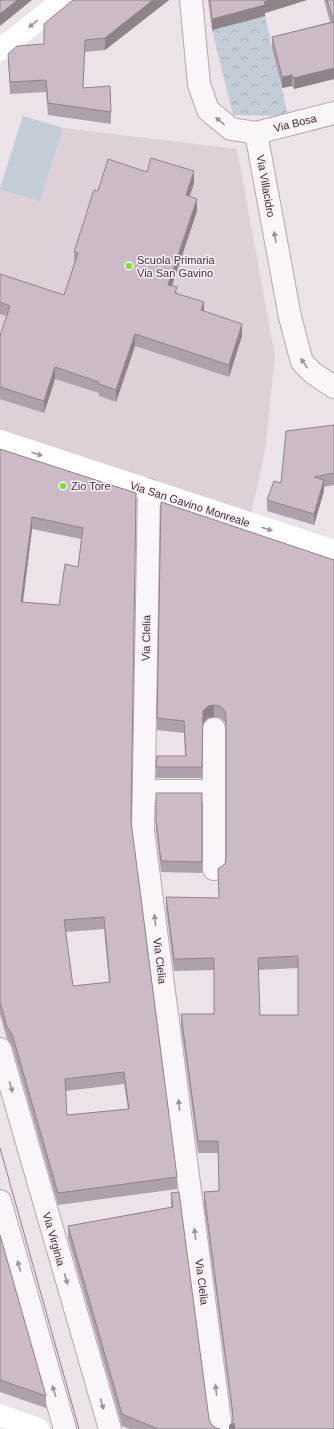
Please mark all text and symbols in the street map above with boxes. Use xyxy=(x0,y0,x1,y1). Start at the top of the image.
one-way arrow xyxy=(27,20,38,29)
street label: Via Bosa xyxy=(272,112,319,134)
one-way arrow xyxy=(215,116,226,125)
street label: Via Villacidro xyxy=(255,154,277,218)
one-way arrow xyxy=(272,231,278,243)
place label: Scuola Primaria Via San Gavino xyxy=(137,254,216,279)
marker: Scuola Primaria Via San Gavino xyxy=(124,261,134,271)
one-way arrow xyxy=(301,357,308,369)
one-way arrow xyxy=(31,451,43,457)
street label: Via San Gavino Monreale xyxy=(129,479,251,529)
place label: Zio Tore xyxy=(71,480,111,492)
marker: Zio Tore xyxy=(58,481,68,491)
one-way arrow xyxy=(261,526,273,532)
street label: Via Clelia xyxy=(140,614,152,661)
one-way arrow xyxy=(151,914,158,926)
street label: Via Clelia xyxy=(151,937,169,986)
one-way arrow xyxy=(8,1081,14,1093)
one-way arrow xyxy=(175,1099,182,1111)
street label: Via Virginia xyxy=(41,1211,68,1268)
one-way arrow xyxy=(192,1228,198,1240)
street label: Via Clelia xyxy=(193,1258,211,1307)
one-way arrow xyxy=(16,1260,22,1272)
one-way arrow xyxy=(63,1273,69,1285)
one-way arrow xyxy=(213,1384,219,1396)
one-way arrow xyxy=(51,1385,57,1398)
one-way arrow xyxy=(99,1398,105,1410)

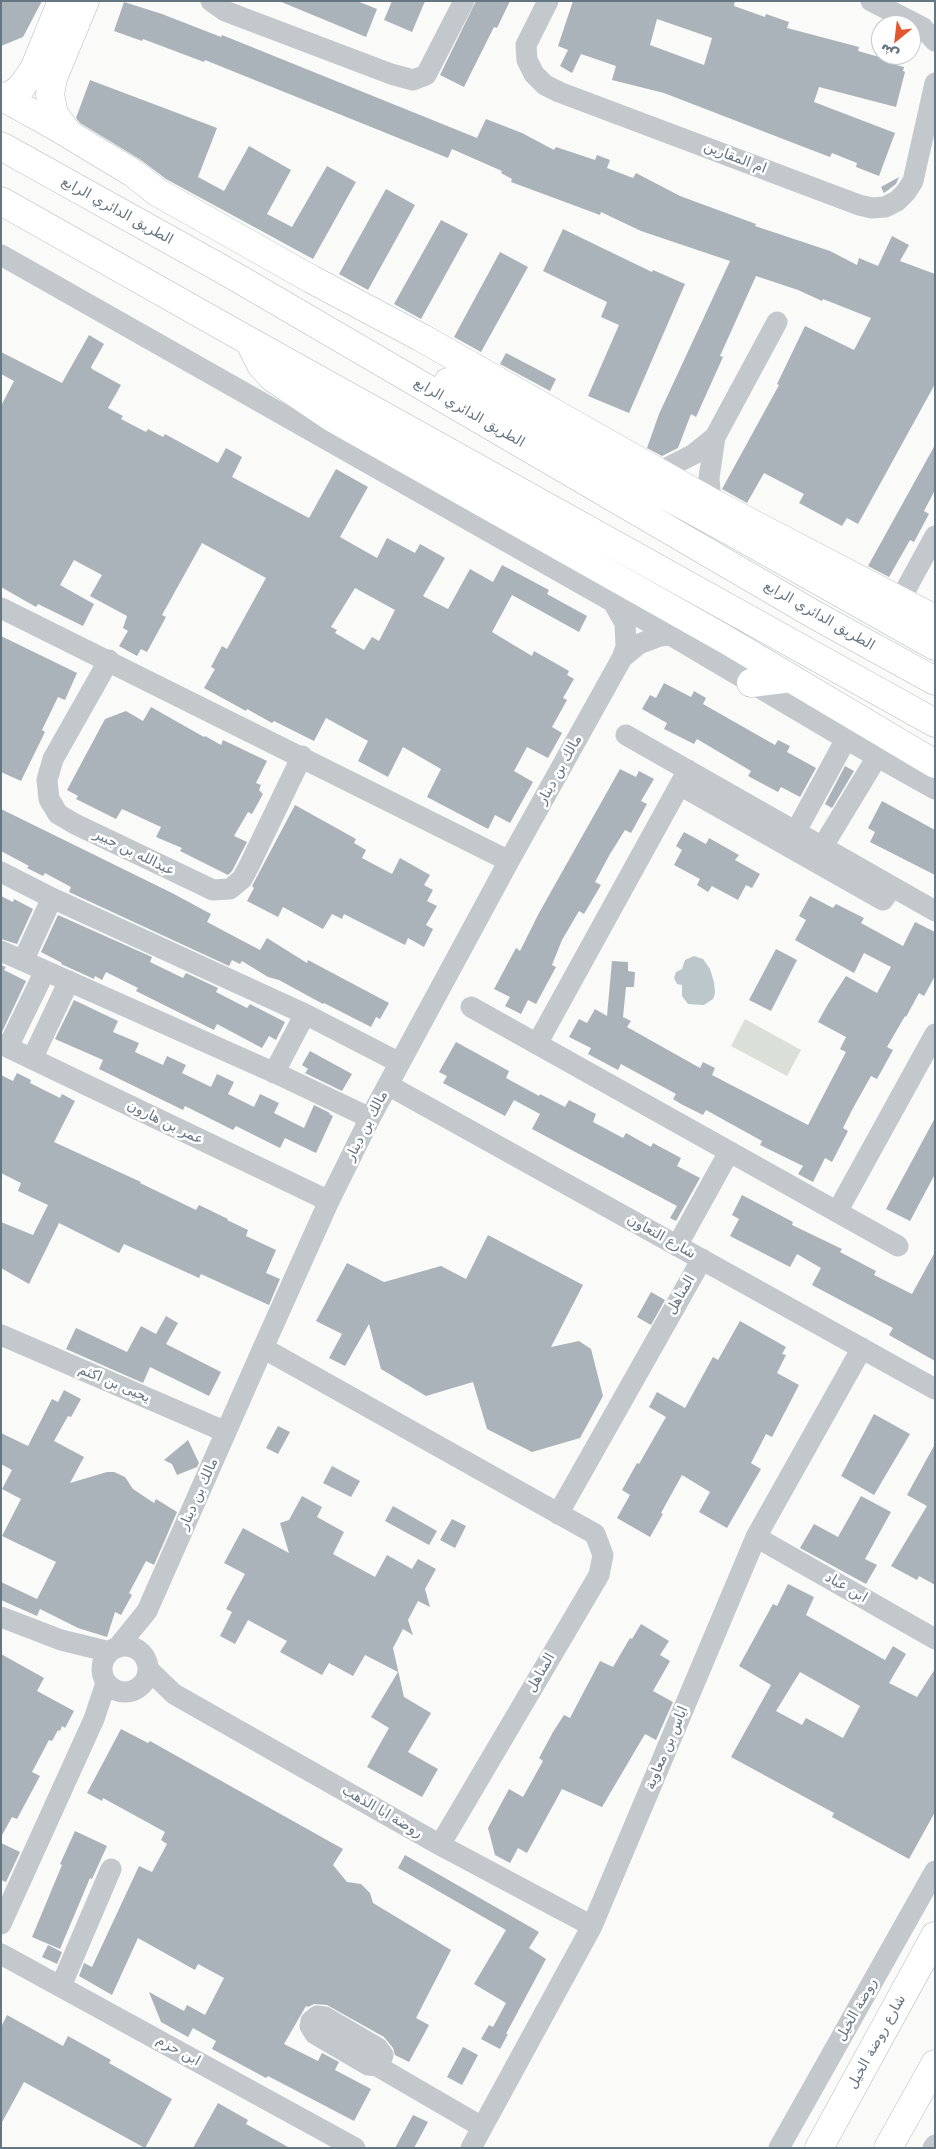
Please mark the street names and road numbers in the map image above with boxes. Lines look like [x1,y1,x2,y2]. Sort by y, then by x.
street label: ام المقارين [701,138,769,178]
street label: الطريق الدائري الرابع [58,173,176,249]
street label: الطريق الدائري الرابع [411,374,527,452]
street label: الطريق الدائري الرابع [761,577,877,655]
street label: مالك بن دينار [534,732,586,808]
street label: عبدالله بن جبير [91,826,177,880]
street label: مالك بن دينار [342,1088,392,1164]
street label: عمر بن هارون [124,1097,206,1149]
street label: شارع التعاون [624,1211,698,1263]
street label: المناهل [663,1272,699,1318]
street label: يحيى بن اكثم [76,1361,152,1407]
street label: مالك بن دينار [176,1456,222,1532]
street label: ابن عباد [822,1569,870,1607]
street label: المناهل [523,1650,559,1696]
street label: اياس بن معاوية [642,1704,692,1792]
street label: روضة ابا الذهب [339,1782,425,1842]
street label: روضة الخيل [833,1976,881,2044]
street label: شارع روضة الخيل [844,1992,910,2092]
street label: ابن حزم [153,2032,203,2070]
+ + +
=== Problem ===
Could you restate the entries word for word, skipping any pictures?

=== Result for this task ===
Please mark all text and symbols in the street map above with boxes. Use xyxy=(x0,y0,x1,y1). Start at the top of the image.
one-way arrow xyxy=(27,20,38,29)
street label: Via Bosa xyxy=(272,112,319,134)
one-way arrow xyxy=(215,116,226,125)
street label: Via Villacidro xyxy=(255,154,277,218)
one-way arrow xyxy=(272,231,278,243)
place label: Scuola Primaria Via San Gavino xyxy=(137,254,216,279)
marker: Scuola Primaria Via San Gavino xyxy=(124,261,134,271)
one-way arrow xyxy=(301,357,308,369)
one-way arrow xyxy=(31,451,43,457)
street label: Via San Gavino Monreale xyxy=(129,479,251,529)
place label: Zio Tore xyxy=(71,480,111,492)
marker: Zio Tore xyxy=(58,481,68,491)
one-way arrow xyxy=(261,526,273,532)
street label: Via Clelia xyxy=(140,614,152,661)
one-way arrow xyxy=(151,914,158,926)
street label: Via Clelia xyxy=(151,937,169,986)
one-way arrow xyxy=(8,1081,14,1093)
one-way arrow xyxy=(175,1099,182,1111)
street label: Via Virginia xyxy=(41,1211,68,1268)
one-way arrow xyxy=(192,1228,198,1240)
street label: Via Clelia xyxy=(193,1258,211,1307)
one-way arrow xyxy=(16,1260,22,1272)
one-way arrow xyxy=(63,1273,69,1285)
one-way arrow xyxy=(213,1384,219,1396)
one-way arrow xyxy=(51,1385,57,1398)
one-way arrow xyxy=(99,1398,105,1410)

Please mark the street names and road numbers in the map image above with boxes. Lines look like [x1,y1,x2,y2]. Sort by y, then by x.
street label: ام المقارين [701,138,769,178]
street label: الطريق الدائري الرابع [58,173,176,249]
street label: الطريق الدائري الرابع [411,374,527,452]
street label: الطريق الدائري الرابع [761,577,877,655]
street label: مالك بن دينار [534,732,586,808]
street label: عبدالله بن جبير [91,826,177,880]
street label: مالك بن دينار [342,1088,392,1164]
street label: عمر بن هارون [124,1097,206,1149]
street label: شارع التعاون [624,1211,698,1263]
street label: المناهل [663,1272,699,1318]
street label: يحيى بن اكثم [76,1361,152,1407]
street label: مالك بن دينار [176,1456,222,1532]
street label: ابن عباد [822,1569,870,1607]
street label: المناهل [523,1650,559,1696]
street label: اياس بن معاوية [642,1704,692,1792]
street label: روضة ابا الذهب [339,1782,425,1842]
street label: روضة الخيل [833,1976,881,2044]
street label: شارع روضة الخيل [844,1992,910,2092]
street label: ابن حزم [153,2032,203,2070]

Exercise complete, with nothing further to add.